A common illustration concerns the Moon in the field of the Earth. Using the weighted-average definition, the Moon has a center of gravity that is lower (closer to the Earth) than its center of mass, because its lower portion is more strongly influenced by the Earth's gravity. This eventually lead to the Moon always showing the same face, a phenomenon known as tidal locking.

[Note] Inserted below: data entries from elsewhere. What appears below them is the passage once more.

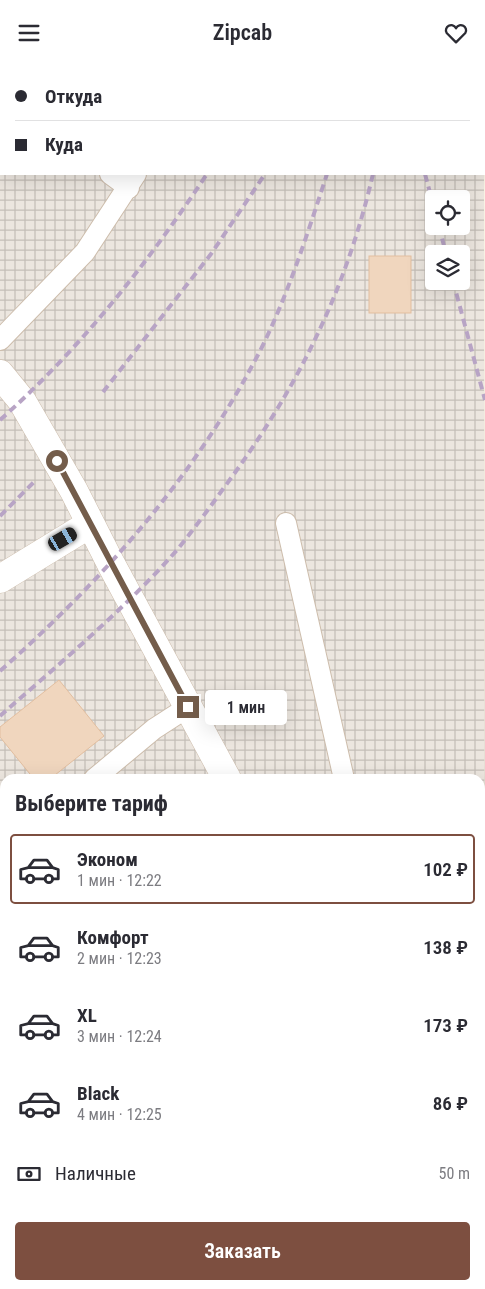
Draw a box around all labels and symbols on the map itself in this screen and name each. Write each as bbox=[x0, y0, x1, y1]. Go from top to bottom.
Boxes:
route start bbox=[46, 450, 68, 472]
car bbox=[46, 525, 79, 553]
callout: 1 мин bbox=[206, 689, 288, 725]
route end bbox=[177, 696, 199, 718]

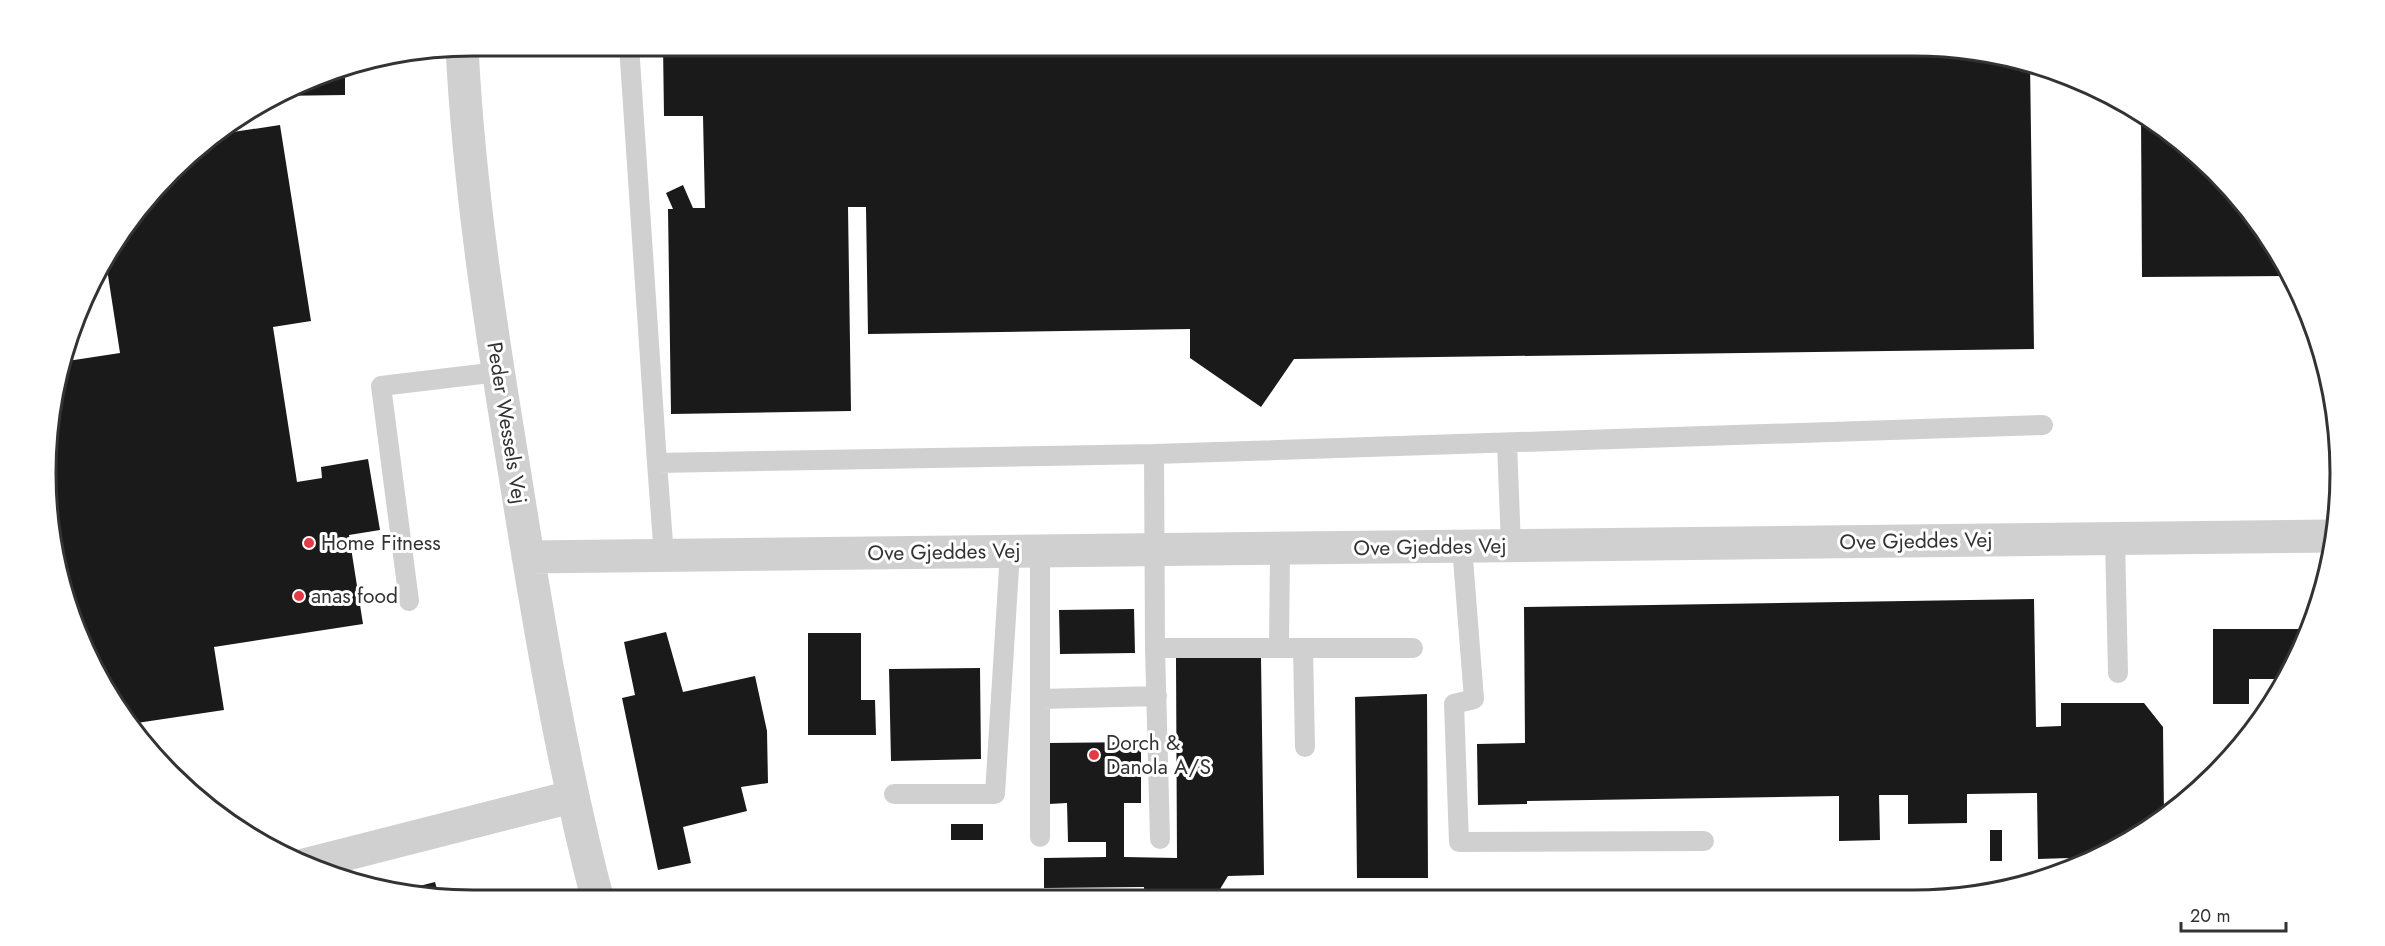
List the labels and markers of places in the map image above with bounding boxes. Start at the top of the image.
place label: Home Fitness [321,528,441,558]
marker: Home Fitness [302,536,316,550]
place label: anas food [311,581,398,611]
marker: anas food [292,589,306,603]
place label: Dorch & Danola A/S [1106,728,1211,782]
marker: Dorch & Danola A/S [1087,748,1101,762]

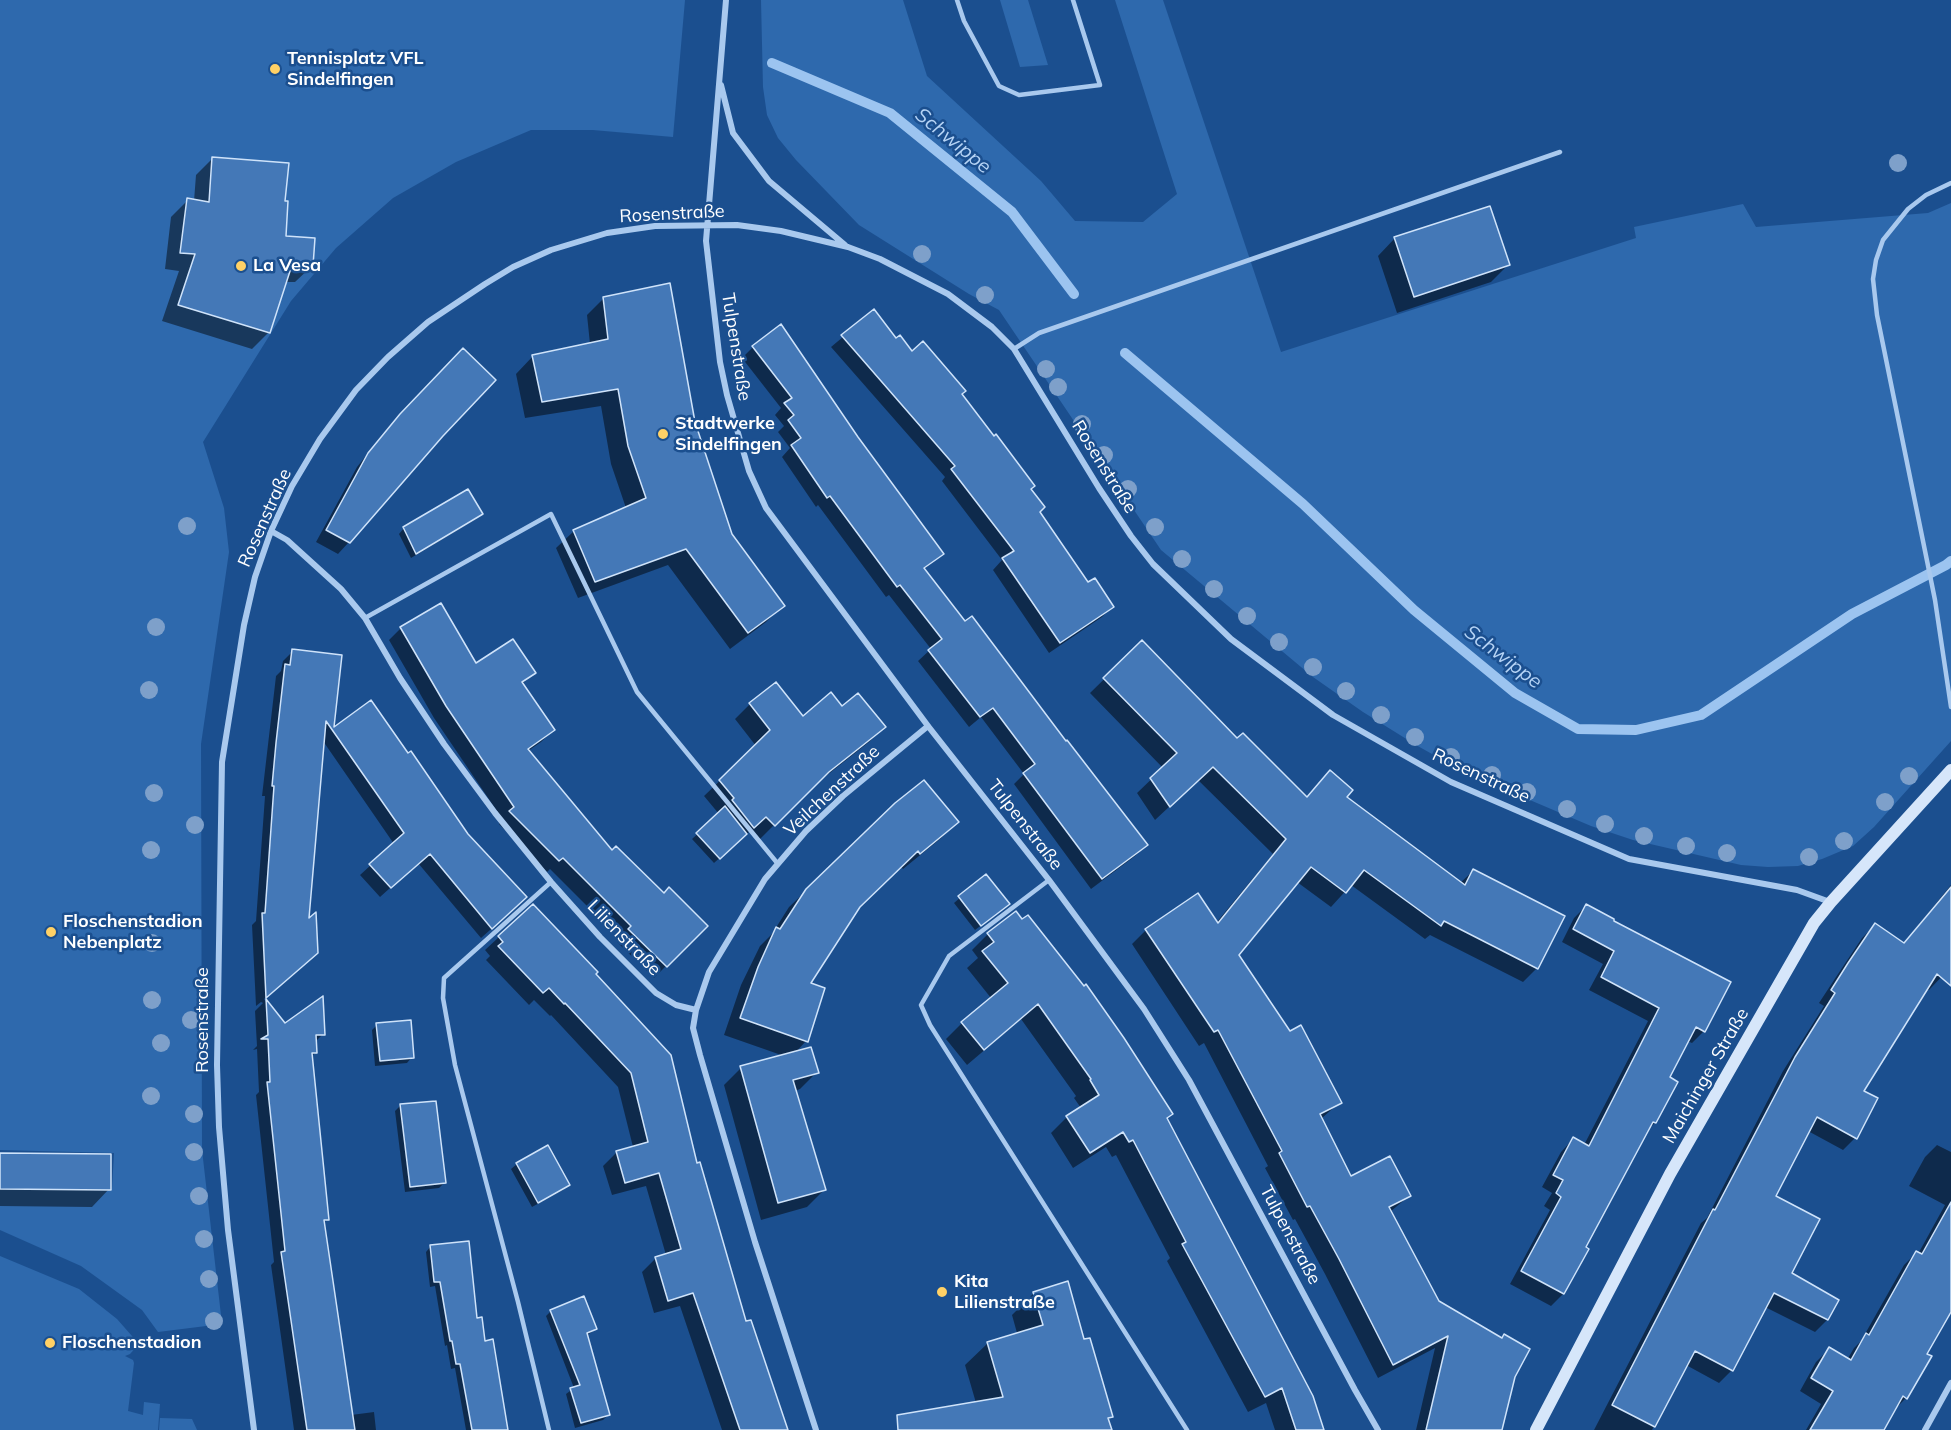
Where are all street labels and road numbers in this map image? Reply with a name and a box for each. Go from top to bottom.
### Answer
street label: Rosenstraße [619,200,725,228]
street label: Tulpenstraße [717,291,755,403]
street label: Rosenstraße [1067,417,1141,517]
street label: Rosenstraße [234,465,296,571]
street label: Veilchenstraße [780,741,884,841]
street label: Rosenstraße [1429,744,1533,808]
street label: Tulpenstraße [983,775,1067,875]
street label: Lilienstraße [583,896,665,980]
street label: Rosenstraße [192,967,214,1073]
street label: Maichinger Straße [1658,1005,1754,1147]
street label: Tulpenstraße [1255,1182,1325,1288]

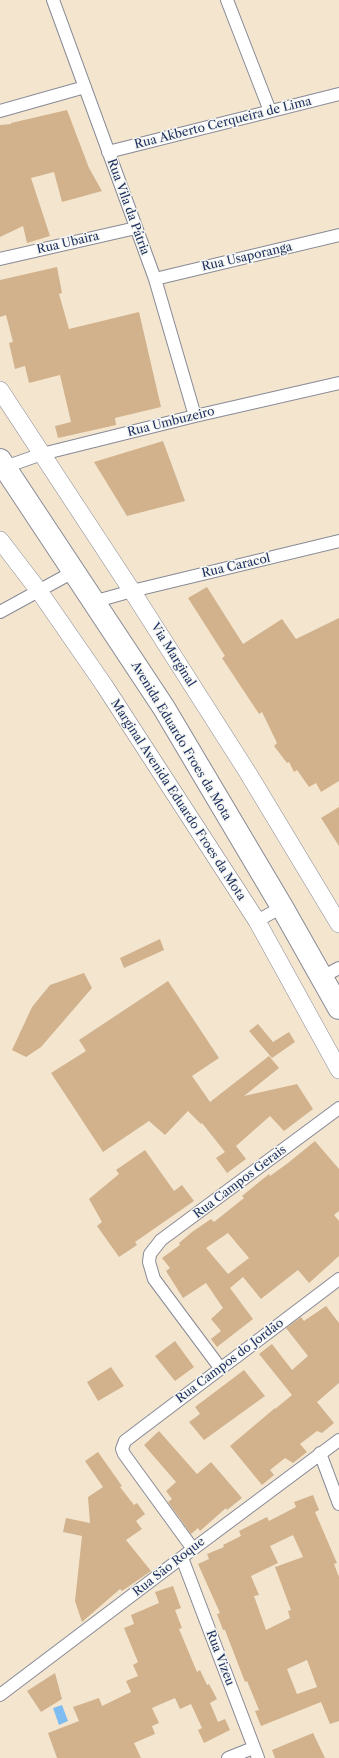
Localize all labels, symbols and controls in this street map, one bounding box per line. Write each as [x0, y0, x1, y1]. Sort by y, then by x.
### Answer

===Spherically symmetric fields===
If the external gravitational field is spherically symmetric, then it is equivalent to the field of a point mass M at the center of symmetry r. In this case, the center of gravity can be defined as the point at which the total force on the body is given by Newton's Law:

$\frac {GmM (\mathbf{r}_\mathrm{cg} - \mathbf{r})} {|\mathbf{r}_\mathrm{cg} - \mathbf{r}|^3} = \mathbf{F},$

where G is the gravitational constant and m is the mass of the body. As long as the total force is nonzero, this equation has a unique solution, and it satisfies the torque requirement. A convenient feature of this definition is that if the body is itself spherically symmetric, then r_{cg} lies at its center of mass. In general, as the distance between r and the body increases, the center of gravity approaches the center of mass.

Another way to view this definition is to consider the gravitational field of the body; then r_{cg} is the apparent source of gravitational attraction for an observer located at r. For this reason, r_{cg} is sometimes referred to as the center of gravity of M relative to the point r.

===Usage===
The centers of gravity defined above are not fixed points on the body; rather, they change as the position and orientation of the body changes. This characteristic makes the center of gravity difficult to work with, so the concept has little practical use.

When it is necessary to consider a gravitational torque, it is easier to represent gravity as a force acting at the center of mass, plus an orientation-dependent couple. The latter is best approached by treating the gravitational potential as a field.